Woks, pots, pans, and other cookware
Now is as good a time as any to review the different types of pots and pans you can find in the kitchen. Choosing the right type of pan will make cooking much more fun.
You can think of a wok as simply a frying pan with a large round bottom. The beauty of the wok is it’s simplicity and versatility. The “proper” way to cook with a wok is to cook your meat and vegetables very quickly and at high heat. Because of the rounded bottom, your food doesn’t go flying out of the wok when you stir your food in the wok. In addition, you can add liquids like soy sauce for flavor and make sure that it will cover all of your food.

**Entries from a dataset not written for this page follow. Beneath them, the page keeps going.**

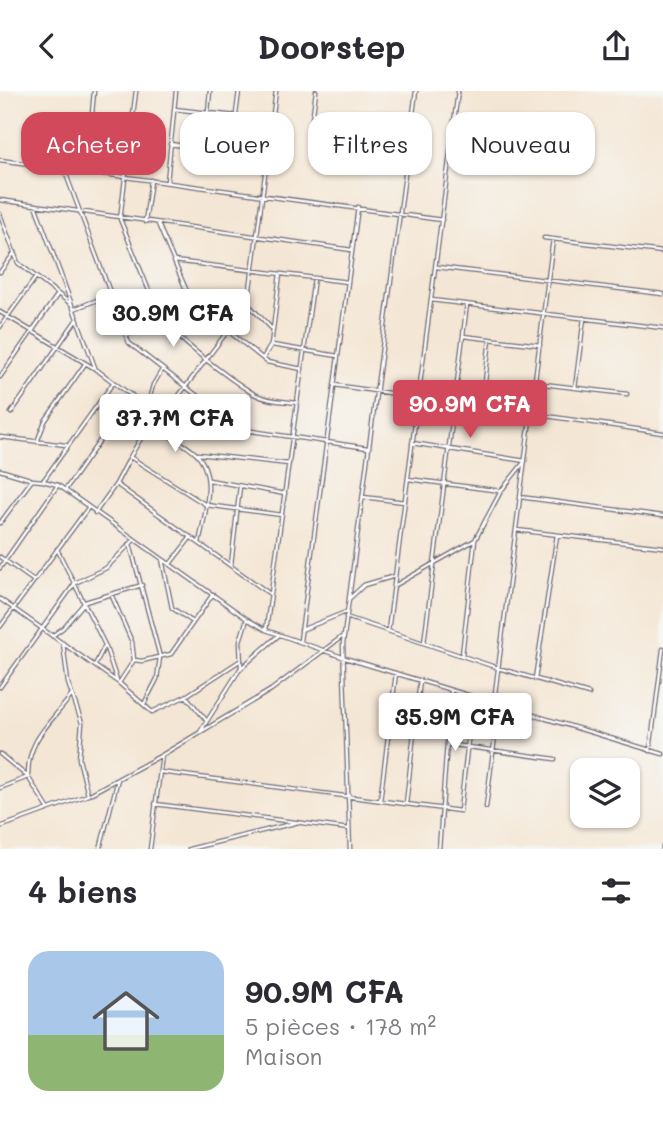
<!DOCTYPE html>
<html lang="fr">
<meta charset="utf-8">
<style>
body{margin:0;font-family:Mali,sans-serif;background:#f7f7f7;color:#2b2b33;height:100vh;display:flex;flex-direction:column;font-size:26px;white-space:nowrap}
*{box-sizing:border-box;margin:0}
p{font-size:23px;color:#7c7c81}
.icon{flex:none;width:38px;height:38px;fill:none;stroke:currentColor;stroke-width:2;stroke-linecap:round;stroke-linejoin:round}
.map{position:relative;height:758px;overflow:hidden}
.drawer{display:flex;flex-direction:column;background:#fff;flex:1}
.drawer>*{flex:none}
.guide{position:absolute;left:21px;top:21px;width:621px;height:63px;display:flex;gap:14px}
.fabs{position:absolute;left:570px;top:667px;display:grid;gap:14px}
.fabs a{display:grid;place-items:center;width:70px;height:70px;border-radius:14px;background:#fff;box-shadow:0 2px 5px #0004;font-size:35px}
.price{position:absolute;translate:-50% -60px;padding:0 16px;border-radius:7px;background:#fff;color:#222;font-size:23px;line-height:46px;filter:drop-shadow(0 2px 4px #0008)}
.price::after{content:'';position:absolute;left:50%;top:42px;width:21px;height:16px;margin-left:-10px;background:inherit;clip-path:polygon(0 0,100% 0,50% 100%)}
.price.current{background:#d1495b;color:#fff}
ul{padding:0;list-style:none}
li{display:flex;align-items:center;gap:21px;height:175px;padding:0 28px}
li+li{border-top:2px solid #e1e1e2}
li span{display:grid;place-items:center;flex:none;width:196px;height:140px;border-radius:21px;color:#555}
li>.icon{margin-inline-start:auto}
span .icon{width:84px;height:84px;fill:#fffc;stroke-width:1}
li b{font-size:30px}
h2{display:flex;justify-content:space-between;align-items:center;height:84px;padding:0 28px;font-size:30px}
.chip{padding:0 24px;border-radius:21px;background:#fff;box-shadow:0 2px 5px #0004;font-size:24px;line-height:63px}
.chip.current{background:#d1495b;color:#fff}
header{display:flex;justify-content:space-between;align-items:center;height:91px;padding:0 28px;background:#fff;font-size:32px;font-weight:800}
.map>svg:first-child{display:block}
</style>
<header><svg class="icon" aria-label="back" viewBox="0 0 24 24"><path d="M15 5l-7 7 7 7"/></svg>Doorstep<svg class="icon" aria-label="share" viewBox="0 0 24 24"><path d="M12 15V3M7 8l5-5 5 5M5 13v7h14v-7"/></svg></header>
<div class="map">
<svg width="663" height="758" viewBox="0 0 663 758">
<rect width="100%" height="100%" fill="#f6f6f2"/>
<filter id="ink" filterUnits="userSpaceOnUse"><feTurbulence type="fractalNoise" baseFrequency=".0143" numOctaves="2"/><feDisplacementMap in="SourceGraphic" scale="14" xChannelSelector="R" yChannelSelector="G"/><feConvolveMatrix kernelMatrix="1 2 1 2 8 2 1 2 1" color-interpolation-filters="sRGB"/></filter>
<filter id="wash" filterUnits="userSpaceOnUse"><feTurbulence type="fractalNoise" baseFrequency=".00686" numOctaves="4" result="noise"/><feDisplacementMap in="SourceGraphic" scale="28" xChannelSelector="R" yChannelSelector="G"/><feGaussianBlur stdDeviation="1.57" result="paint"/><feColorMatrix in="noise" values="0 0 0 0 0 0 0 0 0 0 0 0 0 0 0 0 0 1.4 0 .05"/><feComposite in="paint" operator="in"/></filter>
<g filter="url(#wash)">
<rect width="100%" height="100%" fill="#f4e6d4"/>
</g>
<g filter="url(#ink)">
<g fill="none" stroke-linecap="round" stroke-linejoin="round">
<g stroke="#6c6771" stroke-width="5">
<path id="street" d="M136 0 120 128 158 222C170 244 231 289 254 303 267 310 283 310 297 312
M174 18 236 25
M208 21 210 0
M309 52 316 0
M170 53 267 67
M231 62 239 0
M0 69 442 129
M64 78 129 252 239 337
M87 80 94 0
M167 91 176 0
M0 109 352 159
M35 114 96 279
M0 123 18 172 71 213
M145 131 151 89
M158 133 191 210 267 271 302 278
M544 147 663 161
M174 170 348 191
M437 176 663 203
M0 181 15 161
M431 209 663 237
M74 218 110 204
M158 219 186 205 248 213 273 239
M0 221 97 279 162 327 368 357
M0 236 36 186
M127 244 162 229
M463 245 540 254
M272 254 338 265
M263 267 271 254 280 183
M0 286 58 203
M113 292 43 390 58 394 247 528 266 539 345 567 663 663
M535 292 627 303
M334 294 663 342
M575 297 584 227
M147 316 153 294 162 279
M482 317 490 248
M150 320 148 335 162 327 248 213 276 0
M11 322 77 228
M155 331C166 346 180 349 194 361 219 382 204 425 199 452
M148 335 130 366 206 414 282 424
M0 346 66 354
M37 351 45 330 85 273
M198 363 289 373
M0 379 30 388
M408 388 501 400
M209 389 285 403
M116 393 270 503
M65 399 132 304
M363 406 405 411
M520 406 663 425
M95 422 116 393 130 366
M0 432 32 389 43 390
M516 439 663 456
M130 453 160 566 157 588 144 613
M57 458 105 554 95 574
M0 466 34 490
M162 468 172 517 193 531
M170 473 191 446
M231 474 240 395
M0 477 58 394
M394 495 475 449 501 400 525 370 412 352
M111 503 132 551 134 569 119 592
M0 508 119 592 152 621 186 605 241 569
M349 508 364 494 395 485
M346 526 498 577 589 603
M0 536 88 417
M266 539 314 187
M301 539 346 521
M388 540 458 0
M52 545 63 537 85 511 142 494
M300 550 358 116
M63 552 68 592 82 632 79 668 88 704
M424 552 467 213
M105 554 117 590
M462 564 475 449
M134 569 142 570 171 563 213 503
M241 576 240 550 247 528
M535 588 557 444
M0 596 75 492 106 477 134 449
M186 605 206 629
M494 610 553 148
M200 641 240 578 279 544
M447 653 555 668
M650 660 663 558
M0 663 28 686 48 717
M160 681 460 720 473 606
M0 697 28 686C27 648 50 633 71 605
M380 710 396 582
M155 713 349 738
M406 713 420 589
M486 716 499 614
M0 736 88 704 162 664 271 599 343 545
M100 758 118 688
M150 758 162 664
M189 758 295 732
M350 758 343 553 416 0
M439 758 451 599
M663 758V756"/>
</g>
<use href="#street" stroke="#fff" stroke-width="2.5"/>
</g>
</g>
</svg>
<div class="fabs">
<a><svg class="icon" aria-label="layers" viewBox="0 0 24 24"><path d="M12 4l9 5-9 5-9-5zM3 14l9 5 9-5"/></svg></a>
</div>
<b class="price" style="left:173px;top:258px">30.9M CFA</b>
<b class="price current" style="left:470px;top:349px">90.9M CFA</b>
<b class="price" style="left:175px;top:363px">37.7M CFA</b>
<b class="price" style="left:455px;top:662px">35.9M CFA</b>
<div class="guide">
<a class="chip current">Acheter</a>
<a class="chip">Louer</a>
<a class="chip">Filtres</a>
<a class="chip">Nouveau</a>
</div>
</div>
<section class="drawer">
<h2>4 biens<svg class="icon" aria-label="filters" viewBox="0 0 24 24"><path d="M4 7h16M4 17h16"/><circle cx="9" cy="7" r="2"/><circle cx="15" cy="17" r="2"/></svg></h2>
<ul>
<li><span style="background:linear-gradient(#a9c7e8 60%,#8fb573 0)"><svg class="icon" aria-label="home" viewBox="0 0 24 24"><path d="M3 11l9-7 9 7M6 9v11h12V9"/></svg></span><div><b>90.9M CFA</b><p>5 pièces · 178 m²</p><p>Maison</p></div></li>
</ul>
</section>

A frying pan can be used like a wok, but is designed to be set down with a larger surface area over the direct heat of the stove. Foods that do not need to be rapidly turned, or should not be cooked over high heat are more suited to a frying pan.
A saucepan is designed for simmering over a low heat. You should not do any frying in a saucepan, or let food cook without enough liquid. A saucepan is perfect for making a sauce (of course!), or steaming vegetables over.
One of my favorite pieces of cookware is the opposite of the wok – the crock pot! When cooking with a crock pot, you want to add foods that will cook very slowly over several hours. It’s easy to add some lean meat, hearty vegetables, and other root vegetables to make a quick and tasty stew.